Le capitalisme financier n’a pas d’avenir, à plus forte raison dans un contexte où l’enjeu écologique nous oblige à planifier, à appréhender le temps long et à accepter une rentabilité faible, incertaine ou lointaine. À ce titre, l’exercice d’attractivité auquel vous vous livrez pour consolider le premier rang de Paris, depuis le Brexit, au classement des places financières d’Europe semble dénué de toute utilité pour notre économie.
Il satisfera bien sûr l’ensemble des professionnels du secteur, qui ont d’ailleurs été plus que consultés pour la rédaction du texte : je pense aux banquiers d’affaires, aux gérants d’actifs, aux investisseurs institutionnels, à l’opérateur boursier Euronext, aux nombreuses associations professionnelles ou encore à la présidente de l’AMF, qui s’est réjouie de l’arrivée massive de banquiers d’affaires. En revanche, la commission des finances a été laissée de côté alors que, je le répète, elle aurait dû se saisir d’un texte déposé par le Gouvernement.
J’y insiste, la proposition de loi ne permettra en rien d’accroître l’attractivité réelle de notre territoire, qui se fonde sur des éléments plus concrets et palpables, c’est-à-dire sur des travailleurs qualifiés, des infrastructures de qualité et un système de protection sociale développé.

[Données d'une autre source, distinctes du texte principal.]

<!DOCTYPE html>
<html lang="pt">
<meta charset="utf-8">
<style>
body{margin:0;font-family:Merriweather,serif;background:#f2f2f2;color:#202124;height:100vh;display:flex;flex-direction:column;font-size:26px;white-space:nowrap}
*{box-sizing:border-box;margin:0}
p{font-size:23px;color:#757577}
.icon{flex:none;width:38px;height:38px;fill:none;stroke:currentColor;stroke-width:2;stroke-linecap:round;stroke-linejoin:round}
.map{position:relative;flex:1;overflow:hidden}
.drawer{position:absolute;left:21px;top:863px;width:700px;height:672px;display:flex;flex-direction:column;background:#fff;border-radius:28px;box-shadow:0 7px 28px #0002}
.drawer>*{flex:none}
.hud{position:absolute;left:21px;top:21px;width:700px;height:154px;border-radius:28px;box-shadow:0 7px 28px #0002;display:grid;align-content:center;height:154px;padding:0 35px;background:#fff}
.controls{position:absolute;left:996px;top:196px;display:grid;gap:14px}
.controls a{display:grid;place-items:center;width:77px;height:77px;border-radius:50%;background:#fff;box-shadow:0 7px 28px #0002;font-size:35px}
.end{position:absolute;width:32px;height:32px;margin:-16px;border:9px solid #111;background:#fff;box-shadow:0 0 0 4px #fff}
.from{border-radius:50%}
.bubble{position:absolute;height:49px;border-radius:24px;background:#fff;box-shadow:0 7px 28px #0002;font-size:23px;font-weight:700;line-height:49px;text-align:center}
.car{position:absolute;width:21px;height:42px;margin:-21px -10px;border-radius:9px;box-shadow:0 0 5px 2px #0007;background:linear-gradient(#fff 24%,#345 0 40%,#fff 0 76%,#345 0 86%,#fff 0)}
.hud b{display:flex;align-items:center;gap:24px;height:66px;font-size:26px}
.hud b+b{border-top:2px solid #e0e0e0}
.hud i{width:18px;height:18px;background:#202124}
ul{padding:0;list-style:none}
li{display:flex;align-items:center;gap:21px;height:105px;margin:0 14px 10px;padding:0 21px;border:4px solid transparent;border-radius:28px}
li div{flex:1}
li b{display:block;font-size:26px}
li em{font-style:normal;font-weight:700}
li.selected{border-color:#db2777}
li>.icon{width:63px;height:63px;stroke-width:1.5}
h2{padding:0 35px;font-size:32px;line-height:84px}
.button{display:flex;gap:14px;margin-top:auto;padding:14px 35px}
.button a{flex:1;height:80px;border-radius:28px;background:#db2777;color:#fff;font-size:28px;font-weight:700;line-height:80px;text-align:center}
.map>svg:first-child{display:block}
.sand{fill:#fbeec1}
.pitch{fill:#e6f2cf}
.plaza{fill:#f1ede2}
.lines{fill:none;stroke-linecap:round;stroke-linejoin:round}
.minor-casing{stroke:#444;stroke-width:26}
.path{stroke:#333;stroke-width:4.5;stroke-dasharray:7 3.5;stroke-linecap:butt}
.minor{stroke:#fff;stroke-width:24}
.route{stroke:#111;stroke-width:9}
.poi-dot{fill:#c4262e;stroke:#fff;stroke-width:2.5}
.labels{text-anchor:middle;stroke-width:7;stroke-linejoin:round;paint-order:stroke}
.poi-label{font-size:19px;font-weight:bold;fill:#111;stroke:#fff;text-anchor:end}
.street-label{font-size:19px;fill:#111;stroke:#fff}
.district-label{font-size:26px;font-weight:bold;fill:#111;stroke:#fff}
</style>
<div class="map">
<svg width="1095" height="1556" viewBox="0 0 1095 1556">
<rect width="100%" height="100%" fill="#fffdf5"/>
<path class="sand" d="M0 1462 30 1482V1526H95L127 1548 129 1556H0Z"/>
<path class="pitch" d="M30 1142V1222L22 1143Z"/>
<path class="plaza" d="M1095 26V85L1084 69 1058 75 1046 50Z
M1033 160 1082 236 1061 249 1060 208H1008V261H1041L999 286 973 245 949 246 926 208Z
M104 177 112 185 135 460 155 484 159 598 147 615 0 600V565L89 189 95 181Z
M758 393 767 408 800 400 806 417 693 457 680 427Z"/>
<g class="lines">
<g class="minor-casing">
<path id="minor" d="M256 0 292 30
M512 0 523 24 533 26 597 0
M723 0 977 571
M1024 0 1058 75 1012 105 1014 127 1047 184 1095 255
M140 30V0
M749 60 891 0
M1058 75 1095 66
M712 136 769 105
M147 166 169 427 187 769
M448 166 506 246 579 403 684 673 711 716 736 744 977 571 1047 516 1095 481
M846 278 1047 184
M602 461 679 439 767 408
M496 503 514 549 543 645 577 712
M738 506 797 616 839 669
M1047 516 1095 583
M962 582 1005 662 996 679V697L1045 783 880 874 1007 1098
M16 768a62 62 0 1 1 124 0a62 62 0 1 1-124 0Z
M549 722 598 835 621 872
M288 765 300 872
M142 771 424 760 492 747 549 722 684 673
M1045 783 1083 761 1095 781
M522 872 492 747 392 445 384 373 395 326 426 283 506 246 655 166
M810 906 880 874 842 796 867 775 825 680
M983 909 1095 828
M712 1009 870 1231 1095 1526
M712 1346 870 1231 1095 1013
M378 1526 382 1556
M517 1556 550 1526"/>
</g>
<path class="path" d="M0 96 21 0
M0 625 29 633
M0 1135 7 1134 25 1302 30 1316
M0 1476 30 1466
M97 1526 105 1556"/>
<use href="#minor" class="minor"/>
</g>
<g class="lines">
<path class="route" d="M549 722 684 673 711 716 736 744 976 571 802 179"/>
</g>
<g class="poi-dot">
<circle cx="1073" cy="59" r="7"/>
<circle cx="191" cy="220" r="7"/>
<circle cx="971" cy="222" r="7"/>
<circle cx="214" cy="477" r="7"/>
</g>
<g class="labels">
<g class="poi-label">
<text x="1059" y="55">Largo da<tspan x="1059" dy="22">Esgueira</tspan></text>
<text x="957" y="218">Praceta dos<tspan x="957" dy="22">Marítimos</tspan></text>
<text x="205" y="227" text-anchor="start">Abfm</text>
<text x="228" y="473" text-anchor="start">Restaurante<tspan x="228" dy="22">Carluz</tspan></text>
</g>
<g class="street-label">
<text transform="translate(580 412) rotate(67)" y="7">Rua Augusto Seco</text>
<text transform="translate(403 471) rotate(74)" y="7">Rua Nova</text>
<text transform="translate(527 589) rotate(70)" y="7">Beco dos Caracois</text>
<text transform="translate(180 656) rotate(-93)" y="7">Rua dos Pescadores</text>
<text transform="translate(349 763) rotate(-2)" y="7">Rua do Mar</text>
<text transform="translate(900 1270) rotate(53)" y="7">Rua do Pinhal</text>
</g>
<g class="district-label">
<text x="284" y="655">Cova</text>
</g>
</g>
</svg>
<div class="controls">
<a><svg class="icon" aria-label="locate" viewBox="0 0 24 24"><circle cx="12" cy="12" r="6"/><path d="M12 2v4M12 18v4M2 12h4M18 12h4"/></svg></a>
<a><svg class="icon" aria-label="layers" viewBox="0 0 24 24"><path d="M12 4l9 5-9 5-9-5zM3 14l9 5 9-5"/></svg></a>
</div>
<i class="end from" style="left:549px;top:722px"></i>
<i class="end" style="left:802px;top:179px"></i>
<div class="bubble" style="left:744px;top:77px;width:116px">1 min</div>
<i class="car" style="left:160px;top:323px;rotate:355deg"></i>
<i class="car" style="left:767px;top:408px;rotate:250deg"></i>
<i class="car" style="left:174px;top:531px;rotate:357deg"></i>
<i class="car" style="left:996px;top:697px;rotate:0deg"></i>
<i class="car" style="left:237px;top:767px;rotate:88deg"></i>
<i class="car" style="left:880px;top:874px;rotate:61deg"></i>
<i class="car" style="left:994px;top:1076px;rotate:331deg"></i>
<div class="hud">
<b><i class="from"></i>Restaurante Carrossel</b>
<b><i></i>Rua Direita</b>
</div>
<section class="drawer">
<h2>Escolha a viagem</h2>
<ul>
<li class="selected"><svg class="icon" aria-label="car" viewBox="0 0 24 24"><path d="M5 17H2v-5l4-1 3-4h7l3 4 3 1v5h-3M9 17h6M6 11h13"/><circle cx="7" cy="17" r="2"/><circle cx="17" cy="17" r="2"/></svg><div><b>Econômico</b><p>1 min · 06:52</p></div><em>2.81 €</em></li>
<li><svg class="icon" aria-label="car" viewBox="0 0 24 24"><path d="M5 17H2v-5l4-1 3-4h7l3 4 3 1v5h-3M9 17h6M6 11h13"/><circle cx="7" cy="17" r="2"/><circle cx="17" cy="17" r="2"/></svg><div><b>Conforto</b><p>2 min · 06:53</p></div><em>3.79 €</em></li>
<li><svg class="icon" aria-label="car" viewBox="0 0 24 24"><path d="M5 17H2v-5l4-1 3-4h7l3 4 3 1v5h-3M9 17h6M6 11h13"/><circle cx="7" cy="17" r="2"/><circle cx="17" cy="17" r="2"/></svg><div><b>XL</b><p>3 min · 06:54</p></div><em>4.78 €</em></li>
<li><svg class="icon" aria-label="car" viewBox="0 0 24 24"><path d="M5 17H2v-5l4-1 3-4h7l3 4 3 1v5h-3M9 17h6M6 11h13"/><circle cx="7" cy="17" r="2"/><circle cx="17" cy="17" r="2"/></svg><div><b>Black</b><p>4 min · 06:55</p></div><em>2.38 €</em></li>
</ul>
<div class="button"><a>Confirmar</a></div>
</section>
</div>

Faire de Paris une grande place financière ne constitue pas, selon nous, un objectif de politique publique utile économiquement et socialement. La financiarisation sur laquelle vous vous appuyez pour atteindre cet objectif fait, au contraire, peser un risque sur nos entreprises et, de manière plus générale, sur l’économie réelle. En agissant de la sorte, vous participez à la déshumanisation des relations économiques et financières.
Vous vous trompez, monsieur le rapporteur, madame la ministre ! Et je vous invite toutes et tous à vous plonger dans L’Orgie capitaliste, le formidable livre d’entretiens entre Adrien Rivierre et Marc Dugain. (M. Benjamin Lucas-Lundy applaudit.)
Oui, il est temps de changer de modèle. Le groupe GDR-NUPES s’opposera fermement à ce texte et défendra des amendements visant à supprimer ses dispositions les plus néfastes. (Applaudissements sur les bancs des groupes SOC et Écolo-NUPES, ainsi que sur quelques bancs du groupe GDR-NUPES.)